Are they successfully federating with other partners using Lync Online? Are you able to successfully federate with other OCS 2007 R2 partners? We have went through the way you have Lync online set up on your end and it is set up correctly. Federation is governed by the proper DNS records and the way it is enabled in the Online Portal. If the DNS records are set correctly and the federation setting in the Portal are set to allow and not block or if is is on block the partner is on the list of allowed partners there should not be an issue with federation unless it is a compatability issue.
I agree that it must be some kind of compatibility issue. They can federate successfully with other Lync Online partners, as well as I can federate successfully with other OCS 2007 R2 partners.

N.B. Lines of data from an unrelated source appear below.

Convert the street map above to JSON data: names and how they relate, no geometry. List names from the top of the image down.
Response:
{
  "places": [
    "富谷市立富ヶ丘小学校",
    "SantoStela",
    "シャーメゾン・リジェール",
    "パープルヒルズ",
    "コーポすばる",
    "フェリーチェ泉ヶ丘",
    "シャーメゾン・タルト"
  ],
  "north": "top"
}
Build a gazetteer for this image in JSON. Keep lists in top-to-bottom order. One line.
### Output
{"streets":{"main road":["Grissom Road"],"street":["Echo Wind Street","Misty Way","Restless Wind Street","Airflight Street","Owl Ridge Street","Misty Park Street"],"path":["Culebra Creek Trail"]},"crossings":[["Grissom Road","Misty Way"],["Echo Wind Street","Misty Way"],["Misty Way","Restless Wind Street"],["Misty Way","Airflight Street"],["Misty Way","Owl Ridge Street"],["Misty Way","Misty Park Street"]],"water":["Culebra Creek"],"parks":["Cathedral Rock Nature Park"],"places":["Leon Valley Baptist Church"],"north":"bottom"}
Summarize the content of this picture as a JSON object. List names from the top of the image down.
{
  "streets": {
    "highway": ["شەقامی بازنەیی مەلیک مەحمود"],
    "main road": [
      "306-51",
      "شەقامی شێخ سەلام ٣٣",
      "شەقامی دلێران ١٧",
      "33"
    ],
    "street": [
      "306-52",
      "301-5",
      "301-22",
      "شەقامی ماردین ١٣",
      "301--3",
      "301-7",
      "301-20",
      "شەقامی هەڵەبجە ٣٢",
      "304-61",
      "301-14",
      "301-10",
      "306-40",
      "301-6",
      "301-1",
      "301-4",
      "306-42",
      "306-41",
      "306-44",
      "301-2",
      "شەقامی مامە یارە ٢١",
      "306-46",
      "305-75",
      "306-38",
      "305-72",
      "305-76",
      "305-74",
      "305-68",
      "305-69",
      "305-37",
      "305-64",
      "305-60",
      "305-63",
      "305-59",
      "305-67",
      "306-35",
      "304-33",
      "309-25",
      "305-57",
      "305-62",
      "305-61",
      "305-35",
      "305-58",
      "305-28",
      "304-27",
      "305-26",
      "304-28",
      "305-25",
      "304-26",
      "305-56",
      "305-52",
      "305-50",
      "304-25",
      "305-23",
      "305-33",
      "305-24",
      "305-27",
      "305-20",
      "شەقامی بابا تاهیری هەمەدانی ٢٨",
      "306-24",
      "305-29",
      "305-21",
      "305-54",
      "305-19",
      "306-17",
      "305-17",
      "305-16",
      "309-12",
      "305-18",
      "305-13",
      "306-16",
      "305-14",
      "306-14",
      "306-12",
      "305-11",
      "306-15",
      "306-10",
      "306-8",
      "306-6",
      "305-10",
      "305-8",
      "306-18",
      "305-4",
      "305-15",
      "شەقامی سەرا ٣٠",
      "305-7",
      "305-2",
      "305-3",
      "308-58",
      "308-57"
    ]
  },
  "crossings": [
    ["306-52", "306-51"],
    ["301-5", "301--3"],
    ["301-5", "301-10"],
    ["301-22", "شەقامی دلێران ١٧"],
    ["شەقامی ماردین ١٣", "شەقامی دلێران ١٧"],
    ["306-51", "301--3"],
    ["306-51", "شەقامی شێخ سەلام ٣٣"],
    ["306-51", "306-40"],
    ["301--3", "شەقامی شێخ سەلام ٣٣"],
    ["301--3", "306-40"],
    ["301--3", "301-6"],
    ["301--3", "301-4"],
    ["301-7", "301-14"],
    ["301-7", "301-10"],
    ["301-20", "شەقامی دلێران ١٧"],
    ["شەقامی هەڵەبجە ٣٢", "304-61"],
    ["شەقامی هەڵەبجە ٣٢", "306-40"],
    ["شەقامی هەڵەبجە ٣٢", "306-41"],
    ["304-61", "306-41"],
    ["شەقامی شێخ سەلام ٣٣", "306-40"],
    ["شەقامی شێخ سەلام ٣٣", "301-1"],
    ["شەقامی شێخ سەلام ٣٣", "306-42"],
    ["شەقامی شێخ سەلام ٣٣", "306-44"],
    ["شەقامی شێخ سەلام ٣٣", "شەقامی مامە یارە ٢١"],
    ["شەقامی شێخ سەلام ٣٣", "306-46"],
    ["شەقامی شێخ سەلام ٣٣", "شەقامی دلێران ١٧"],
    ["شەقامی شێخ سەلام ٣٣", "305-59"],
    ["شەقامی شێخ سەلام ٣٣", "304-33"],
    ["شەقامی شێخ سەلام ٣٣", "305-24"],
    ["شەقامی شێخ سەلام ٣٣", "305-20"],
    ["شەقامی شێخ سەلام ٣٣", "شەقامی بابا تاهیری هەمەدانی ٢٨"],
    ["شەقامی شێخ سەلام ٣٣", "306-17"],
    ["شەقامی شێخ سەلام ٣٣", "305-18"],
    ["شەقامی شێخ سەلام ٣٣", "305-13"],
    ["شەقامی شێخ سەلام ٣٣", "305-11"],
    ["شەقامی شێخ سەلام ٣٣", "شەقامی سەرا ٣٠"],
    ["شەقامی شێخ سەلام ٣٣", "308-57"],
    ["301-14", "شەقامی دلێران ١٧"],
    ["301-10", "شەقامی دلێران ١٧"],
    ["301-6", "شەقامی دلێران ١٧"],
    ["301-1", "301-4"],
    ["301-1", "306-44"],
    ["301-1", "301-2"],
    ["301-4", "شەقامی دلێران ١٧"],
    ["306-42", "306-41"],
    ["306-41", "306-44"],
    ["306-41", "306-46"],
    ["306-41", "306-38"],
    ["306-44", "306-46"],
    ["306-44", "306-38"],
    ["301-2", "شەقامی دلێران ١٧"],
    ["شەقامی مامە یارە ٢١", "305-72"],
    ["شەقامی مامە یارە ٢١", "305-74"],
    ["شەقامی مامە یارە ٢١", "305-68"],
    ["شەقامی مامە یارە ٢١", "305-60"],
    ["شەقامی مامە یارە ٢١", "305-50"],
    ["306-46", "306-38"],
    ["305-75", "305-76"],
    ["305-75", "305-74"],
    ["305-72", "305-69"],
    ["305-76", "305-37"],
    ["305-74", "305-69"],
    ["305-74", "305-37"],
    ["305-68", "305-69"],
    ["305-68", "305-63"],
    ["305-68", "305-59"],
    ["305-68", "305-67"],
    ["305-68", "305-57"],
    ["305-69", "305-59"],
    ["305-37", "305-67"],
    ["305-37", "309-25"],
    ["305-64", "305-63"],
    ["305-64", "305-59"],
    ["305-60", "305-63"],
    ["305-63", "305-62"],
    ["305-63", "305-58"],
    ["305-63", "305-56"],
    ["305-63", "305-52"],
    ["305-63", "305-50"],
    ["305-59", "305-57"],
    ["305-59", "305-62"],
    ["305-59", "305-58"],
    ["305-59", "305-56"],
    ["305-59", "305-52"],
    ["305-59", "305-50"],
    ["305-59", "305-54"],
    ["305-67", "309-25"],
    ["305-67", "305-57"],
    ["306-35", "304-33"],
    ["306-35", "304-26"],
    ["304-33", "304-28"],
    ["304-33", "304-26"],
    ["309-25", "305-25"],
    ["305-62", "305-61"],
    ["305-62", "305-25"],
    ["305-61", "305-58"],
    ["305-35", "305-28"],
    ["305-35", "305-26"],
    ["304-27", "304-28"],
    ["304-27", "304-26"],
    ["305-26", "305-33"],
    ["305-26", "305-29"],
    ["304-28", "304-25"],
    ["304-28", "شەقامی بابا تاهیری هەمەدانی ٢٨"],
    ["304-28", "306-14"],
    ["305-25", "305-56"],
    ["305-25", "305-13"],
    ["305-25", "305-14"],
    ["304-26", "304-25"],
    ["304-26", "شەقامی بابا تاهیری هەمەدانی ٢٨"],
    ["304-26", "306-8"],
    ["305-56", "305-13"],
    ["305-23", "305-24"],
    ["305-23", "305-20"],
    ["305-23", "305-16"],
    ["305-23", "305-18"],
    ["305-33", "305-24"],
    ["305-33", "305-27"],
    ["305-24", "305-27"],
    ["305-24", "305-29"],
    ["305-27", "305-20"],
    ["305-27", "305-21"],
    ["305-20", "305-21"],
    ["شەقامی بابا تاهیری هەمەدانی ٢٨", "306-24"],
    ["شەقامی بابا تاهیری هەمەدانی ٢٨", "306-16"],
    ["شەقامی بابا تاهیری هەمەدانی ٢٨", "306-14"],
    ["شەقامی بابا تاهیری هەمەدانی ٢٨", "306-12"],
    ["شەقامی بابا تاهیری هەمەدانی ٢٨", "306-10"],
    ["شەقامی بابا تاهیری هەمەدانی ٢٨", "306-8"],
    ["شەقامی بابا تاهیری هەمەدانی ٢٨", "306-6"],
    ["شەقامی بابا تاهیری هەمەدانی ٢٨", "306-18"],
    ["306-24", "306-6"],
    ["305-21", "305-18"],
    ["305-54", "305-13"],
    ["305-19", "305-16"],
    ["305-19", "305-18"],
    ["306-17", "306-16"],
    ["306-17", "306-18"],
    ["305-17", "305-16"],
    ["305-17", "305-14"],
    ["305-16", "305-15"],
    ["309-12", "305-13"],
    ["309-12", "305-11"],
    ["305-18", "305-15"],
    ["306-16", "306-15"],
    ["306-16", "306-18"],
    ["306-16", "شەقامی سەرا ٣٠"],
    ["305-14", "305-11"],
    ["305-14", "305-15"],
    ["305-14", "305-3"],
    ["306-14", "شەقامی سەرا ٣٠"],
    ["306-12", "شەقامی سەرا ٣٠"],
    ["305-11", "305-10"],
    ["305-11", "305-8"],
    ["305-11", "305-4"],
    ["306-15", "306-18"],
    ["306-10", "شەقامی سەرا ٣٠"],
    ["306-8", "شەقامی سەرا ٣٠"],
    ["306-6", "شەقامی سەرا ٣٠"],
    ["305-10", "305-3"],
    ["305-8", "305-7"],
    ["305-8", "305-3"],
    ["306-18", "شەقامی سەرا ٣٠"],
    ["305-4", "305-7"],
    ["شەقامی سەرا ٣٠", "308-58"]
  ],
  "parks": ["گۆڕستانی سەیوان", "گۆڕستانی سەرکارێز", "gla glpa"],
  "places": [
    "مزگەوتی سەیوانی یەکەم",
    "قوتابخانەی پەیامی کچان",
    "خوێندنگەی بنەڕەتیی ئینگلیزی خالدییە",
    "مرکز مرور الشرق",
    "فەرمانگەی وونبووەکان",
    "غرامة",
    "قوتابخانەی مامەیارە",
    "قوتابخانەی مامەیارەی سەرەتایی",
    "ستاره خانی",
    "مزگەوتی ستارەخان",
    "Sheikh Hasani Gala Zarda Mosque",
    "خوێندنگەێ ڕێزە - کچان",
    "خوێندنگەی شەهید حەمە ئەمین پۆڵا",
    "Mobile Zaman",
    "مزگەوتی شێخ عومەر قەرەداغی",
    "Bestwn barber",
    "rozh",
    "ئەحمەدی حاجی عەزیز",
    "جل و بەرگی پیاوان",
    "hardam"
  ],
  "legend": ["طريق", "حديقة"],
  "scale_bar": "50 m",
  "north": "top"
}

Again, communication is working, it's only the presence that's not working in one direction (I can't see their presence but they can see mine). So let me ask you again, what could possibly block the just presence, yet allow communication? What settings control the ability to see a federated contact's presence independently of instant messaging and A/V communication? I feel that that's what we need to look into here.